Reuven Cohen's recent blog post asks "how can we avoid the full system reboot" for cloud infrastructure such as recently happened do to a bug in Amazon's S3 Gossip Protocol.
Inter machine "gossiping" is typically done with homegrown, open source, or commercial RPC or publish/subscribe message queue middleware. Facebook uses Thrift, Google uses Protocol Buffers w/ a homegrown RPC, eBay uses TIBCO Rendezvous, others try and get by with Apache ActiveMQ or something similar in their favorite language (such as Starling for the Ruby crowd). Some people prefer to allow "gossiping" at a higher level of abstraction such as ESBs, and Data Grids.
So how to avoiding the full system reboot problem?
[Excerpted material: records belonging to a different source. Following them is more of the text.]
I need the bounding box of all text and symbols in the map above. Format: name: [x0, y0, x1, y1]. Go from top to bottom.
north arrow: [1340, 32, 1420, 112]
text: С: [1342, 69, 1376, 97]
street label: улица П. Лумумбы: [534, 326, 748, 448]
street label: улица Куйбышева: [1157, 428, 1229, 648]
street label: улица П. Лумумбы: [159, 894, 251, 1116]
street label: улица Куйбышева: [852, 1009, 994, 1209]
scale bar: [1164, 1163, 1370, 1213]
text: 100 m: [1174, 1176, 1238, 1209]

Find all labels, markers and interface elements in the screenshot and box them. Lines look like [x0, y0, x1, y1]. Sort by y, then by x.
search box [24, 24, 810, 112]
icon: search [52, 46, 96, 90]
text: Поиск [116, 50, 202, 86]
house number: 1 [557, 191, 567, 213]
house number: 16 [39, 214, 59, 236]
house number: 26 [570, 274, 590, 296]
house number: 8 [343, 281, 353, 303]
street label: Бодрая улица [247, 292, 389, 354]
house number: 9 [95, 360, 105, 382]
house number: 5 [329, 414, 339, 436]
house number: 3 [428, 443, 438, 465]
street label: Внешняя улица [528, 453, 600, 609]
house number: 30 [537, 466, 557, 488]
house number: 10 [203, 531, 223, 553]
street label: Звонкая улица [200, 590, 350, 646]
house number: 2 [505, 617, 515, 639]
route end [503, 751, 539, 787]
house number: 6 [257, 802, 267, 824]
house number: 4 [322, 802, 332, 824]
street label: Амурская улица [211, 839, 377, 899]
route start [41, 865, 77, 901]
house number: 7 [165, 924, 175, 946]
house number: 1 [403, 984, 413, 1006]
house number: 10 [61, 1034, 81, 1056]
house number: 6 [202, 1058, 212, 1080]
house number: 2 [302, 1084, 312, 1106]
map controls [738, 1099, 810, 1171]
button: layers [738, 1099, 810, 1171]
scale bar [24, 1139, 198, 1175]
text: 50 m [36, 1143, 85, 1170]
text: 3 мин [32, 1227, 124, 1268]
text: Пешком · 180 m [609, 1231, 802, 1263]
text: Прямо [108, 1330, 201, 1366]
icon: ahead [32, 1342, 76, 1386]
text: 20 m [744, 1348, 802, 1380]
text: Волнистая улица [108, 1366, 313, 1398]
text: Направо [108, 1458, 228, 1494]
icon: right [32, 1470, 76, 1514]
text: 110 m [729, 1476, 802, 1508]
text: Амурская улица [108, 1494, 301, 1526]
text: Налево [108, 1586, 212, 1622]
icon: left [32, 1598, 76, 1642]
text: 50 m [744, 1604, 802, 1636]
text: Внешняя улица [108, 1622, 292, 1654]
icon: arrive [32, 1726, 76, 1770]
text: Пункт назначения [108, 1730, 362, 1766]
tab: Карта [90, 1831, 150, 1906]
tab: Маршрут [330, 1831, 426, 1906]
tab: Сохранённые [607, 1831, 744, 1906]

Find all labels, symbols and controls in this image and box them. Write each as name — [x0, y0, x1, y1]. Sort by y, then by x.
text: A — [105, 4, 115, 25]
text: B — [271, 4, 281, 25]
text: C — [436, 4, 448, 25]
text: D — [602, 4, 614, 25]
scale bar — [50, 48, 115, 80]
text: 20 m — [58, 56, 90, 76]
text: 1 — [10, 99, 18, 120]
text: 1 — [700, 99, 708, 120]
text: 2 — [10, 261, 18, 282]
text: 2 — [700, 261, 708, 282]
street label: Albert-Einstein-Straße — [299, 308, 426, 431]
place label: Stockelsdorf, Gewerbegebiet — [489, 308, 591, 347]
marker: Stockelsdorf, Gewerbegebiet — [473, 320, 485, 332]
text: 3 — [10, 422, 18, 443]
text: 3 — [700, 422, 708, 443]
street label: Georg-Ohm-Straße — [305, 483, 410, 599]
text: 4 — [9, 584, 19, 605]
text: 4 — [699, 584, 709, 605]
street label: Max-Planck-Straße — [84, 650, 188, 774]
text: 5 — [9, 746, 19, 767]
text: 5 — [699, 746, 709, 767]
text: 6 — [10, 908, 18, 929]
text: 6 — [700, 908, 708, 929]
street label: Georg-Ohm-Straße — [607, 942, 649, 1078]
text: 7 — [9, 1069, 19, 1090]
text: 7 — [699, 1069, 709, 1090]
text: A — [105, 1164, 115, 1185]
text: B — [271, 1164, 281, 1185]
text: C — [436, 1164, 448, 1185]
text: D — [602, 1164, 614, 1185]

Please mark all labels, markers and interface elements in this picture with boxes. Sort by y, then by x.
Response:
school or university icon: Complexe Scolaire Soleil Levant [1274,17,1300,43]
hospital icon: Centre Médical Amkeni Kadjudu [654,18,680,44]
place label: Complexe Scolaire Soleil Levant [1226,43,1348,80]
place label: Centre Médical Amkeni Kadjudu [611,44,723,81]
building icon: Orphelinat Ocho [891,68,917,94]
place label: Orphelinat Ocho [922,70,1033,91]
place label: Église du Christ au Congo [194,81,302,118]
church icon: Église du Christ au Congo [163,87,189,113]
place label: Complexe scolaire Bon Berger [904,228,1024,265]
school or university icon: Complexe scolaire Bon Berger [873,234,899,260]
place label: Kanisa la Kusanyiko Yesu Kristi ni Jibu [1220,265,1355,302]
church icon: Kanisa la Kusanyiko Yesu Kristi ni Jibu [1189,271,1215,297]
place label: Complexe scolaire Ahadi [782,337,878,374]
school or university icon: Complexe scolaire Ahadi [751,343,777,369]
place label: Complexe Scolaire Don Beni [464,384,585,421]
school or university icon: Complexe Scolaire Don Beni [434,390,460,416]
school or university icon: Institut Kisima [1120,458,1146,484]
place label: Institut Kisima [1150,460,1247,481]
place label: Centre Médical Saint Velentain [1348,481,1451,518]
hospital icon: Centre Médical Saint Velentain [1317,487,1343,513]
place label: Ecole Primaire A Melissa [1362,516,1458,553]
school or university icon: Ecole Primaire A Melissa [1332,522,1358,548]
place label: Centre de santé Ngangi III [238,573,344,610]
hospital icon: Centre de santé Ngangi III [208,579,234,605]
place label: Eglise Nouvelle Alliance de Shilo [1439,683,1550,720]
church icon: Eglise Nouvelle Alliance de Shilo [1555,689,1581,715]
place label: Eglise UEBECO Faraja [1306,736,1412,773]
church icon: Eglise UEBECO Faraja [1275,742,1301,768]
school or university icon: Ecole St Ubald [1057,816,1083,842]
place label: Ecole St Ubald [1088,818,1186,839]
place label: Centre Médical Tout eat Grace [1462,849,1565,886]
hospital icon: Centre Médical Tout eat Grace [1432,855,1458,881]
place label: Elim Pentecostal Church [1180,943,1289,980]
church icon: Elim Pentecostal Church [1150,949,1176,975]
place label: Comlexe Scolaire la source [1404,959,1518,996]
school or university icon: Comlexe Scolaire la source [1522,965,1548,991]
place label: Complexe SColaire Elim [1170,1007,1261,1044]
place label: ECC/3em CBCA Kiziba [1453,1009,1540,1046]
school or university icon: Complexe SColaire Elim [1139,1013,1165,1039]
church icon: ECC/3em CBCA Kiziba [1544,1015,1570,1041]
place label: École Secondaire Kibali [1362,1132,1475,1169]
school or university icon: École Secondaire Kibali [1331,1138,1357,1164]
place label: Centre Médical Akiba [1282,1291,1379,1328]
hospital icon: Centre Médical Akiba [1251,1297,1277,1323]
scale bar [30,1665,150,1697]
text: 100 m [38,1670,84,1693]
A good start would be to use a highly tested and widely implemented infrastructure and not build it yet again from scratch. XMPP is an interesting candidate for that very reason. I believe that the really large scale, low latency middleware and hardware in use in the financial services markets would represent an even more battle tested "gossip" infrastructure. Amazon, however, was using a homegrown system, and there will always be unexpected corner cases that get debugged in production when the system is a work in progress.
Gossip-as-a-Service anyone? And, no you can't build it on top of Amazon SQS.
Thursday, July 31, 2008
Subscribe to:
Post Comments (Atom)

2 comments:
Concerning the Amazon outage with their homegrown middleware: why not use the platform independent Entera/NXTera middleware for gossiping? It has been in use for years at banks, insurance, aerospace, oil & gas and retail companies. It is so good companies don't realize they have it.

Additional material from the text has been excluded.